Best practices for a secure and efficient moonrepo remote cache on GCS

To keep your moonrepo remote cache reliable and secure in CI, follow these practices:

  • Use dedicated buckets per environment
    e.g., my-company-moon-cache-dev, -staging, -prod. This avoids cross‑environment contamination.

  • Separate CI and developer access
    CI can use a service account; developers can rely on their own GCP credentials or a different service account with read‑only permissions.

  • Keep IAM minimal
    Give your moonrepo CI service account only bucket‑level object permissions on the cache bucket.

  • Avoid leakage of cache artifacts
    Cache may contain compiled code or internal logic; treat it as private and avoid making the bucket public.
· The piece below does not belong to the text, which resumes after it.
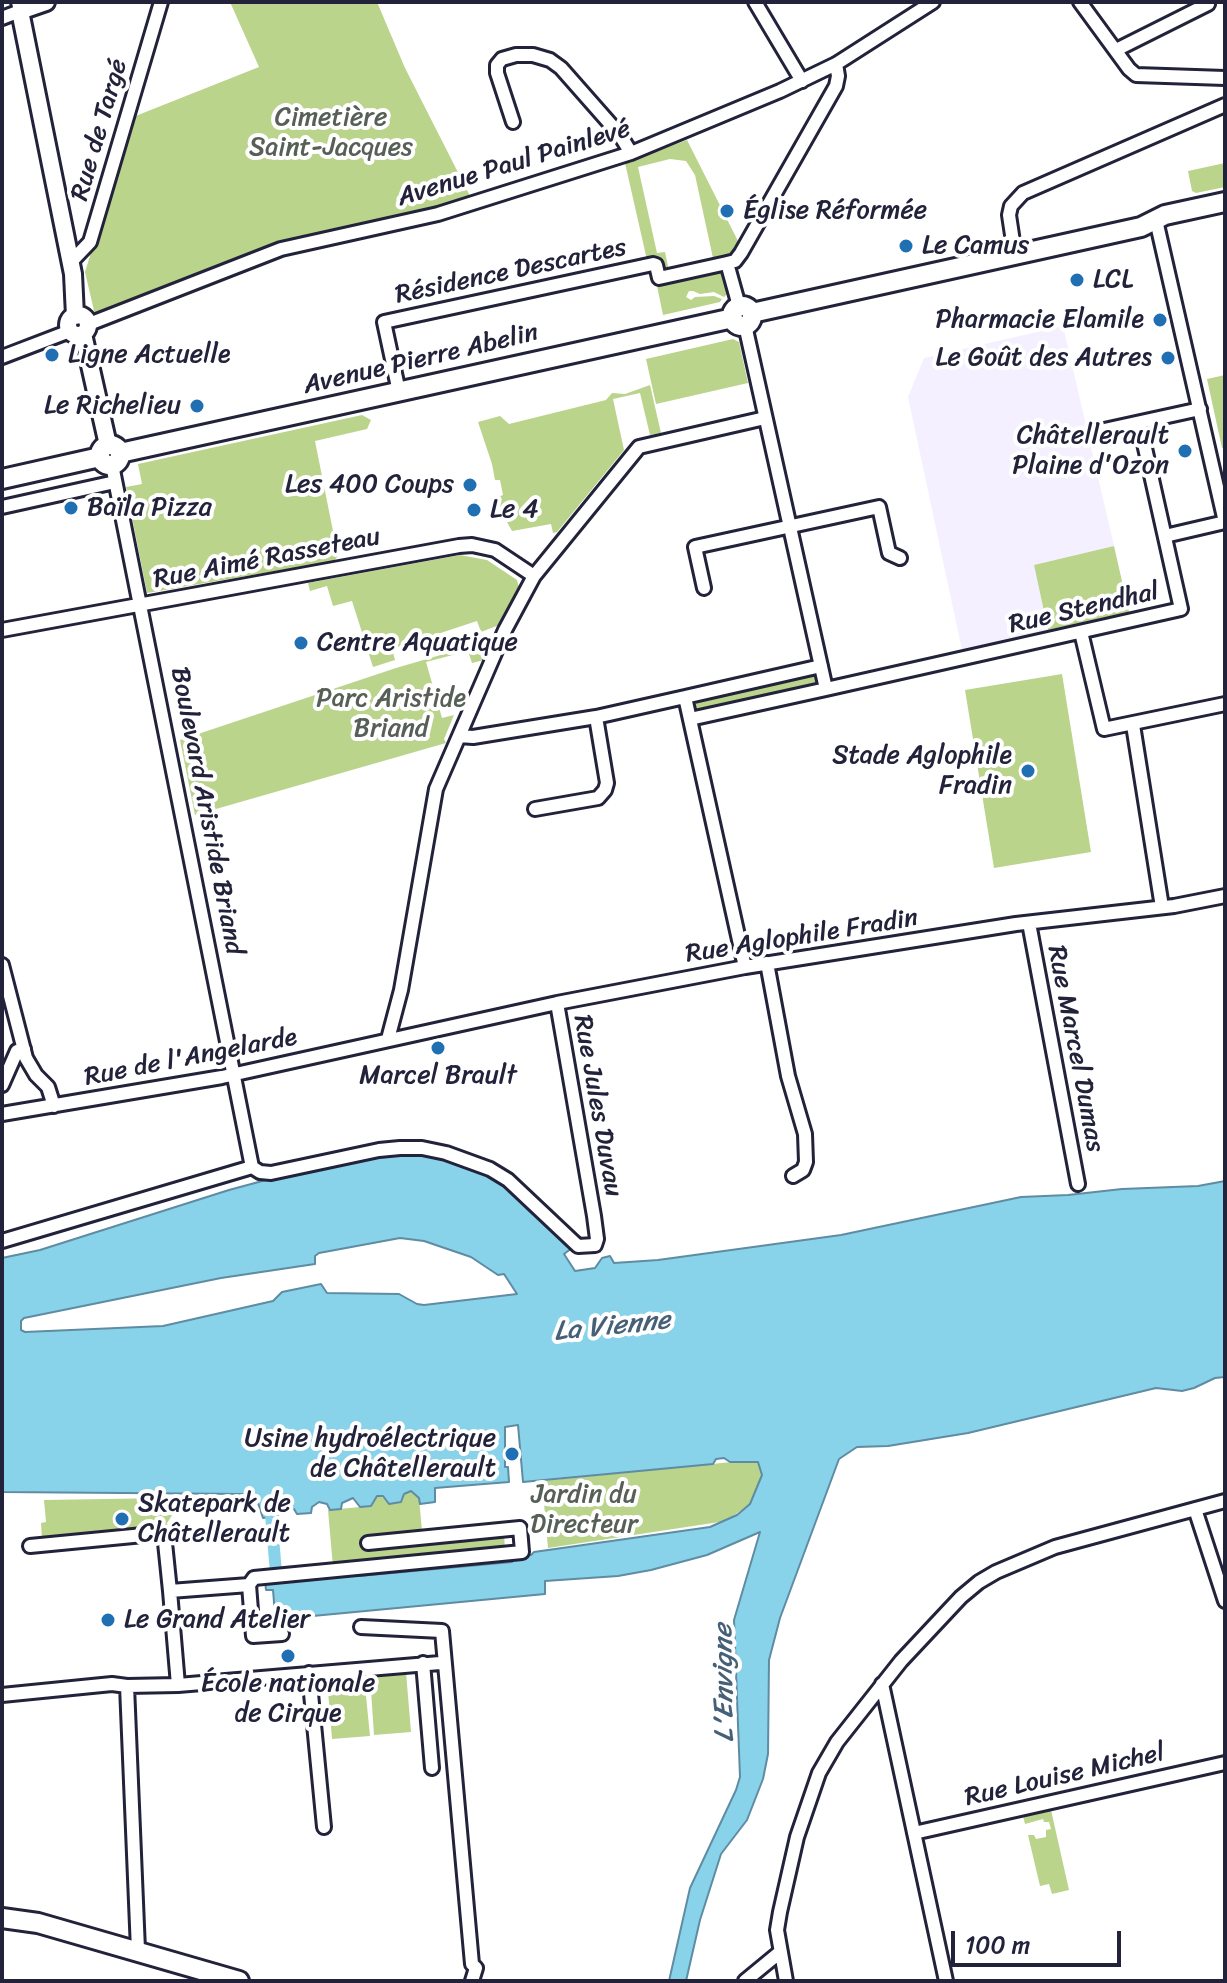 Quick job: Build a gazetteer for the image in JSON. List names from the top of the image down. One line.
{"streets":{"main road":["Avenue Pierre Abelin"],"street":["Rue de Targé","Avenue Paul Painlevé","Résidence Descartes","Rue Aimé Rasseteau","Rue Stendhal","Boulevard Aristide Briand","Rue Aglophile Fradin","Rue Marcel Dumas","Rue de l'Angelarde","Rue Jules Duvau","Rue Louise Michel"]},"crossings":[["Rue de Targé","Boulevard Aristide Briand"],["Avenue Paul Painlevé","Boulevard Aristide Briand"],["Résidence Descartes","Avenue Pierre Abelin"],["Avenue Pierre Abelin","Boulevard Aristide Briand"],["Rue Aimé Rasseteau","Boulevard Aristide Briand"],["Boulevard Aristide Briand","Rue de l'Angelarde"],["Boulevard Aristide Briand","Rue Jules Duvau"],["Rue Aglophile Fradin","Rue Marcel Dumas"],["Rue Aglophile Fradin","Rue de l'Angelarde"],["Rue Aglophile Fradin","Rue Jules Duvau"]],"water":["La Vienne","L'Envigne"],"parks":["Cimetière Saint-Jacques","Parc Aristide Briand","Jardin du Directeur"],"places":["Église Réformée","Le Camus","LCL","Pharmacie Elamile","Ligne Actuelle","Le Goût des Autres","Le Richelieu","Châtellerault Plaine d'Ozon","Les 400 Coups","Baïla Pizza","Le 4","Centre Aquatique","Stade Aglophile Fradin","Marcel Brault","Usine hydroélectrique de Châtellerault","Skatepark de Châtellerault","Le Grand Atelier","École nationale de Cirque"],"scale_bar":"100 m"}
  • Monitor bucket size and lifecycle
    Set lifecycle rules to delete older objects and control storage costs:

    gcloud storage buckets update "gs://${BUCKET_NAME}" \
      --lifecycle-file="lifecycle.json"
    

    Example lifecycle.json:

    {
      "rule": [
        {
          "action": { "type": "Delete" },
          "condition": { "age": 30 }
        }
      ]
    }
    
  • Document your setup
    Add a brief docs/ci-remote-cache.md in your repo that explains:

    • Bucket name
    • Service account
    • CI job snippet
    • How to rotate keys

By following these steps—creating a dedicated GCS bucket, adding a least‑privilege service account, wiring in credentials for your CI provider, and configuring moonrepo’s remote cache to point at that bucket—you’ll have a secure and effective moonrepo remote cache backed by Google Cloud Storage. This setup significantly speeds up CI pipelines while keeping access controlled via GCP IAM.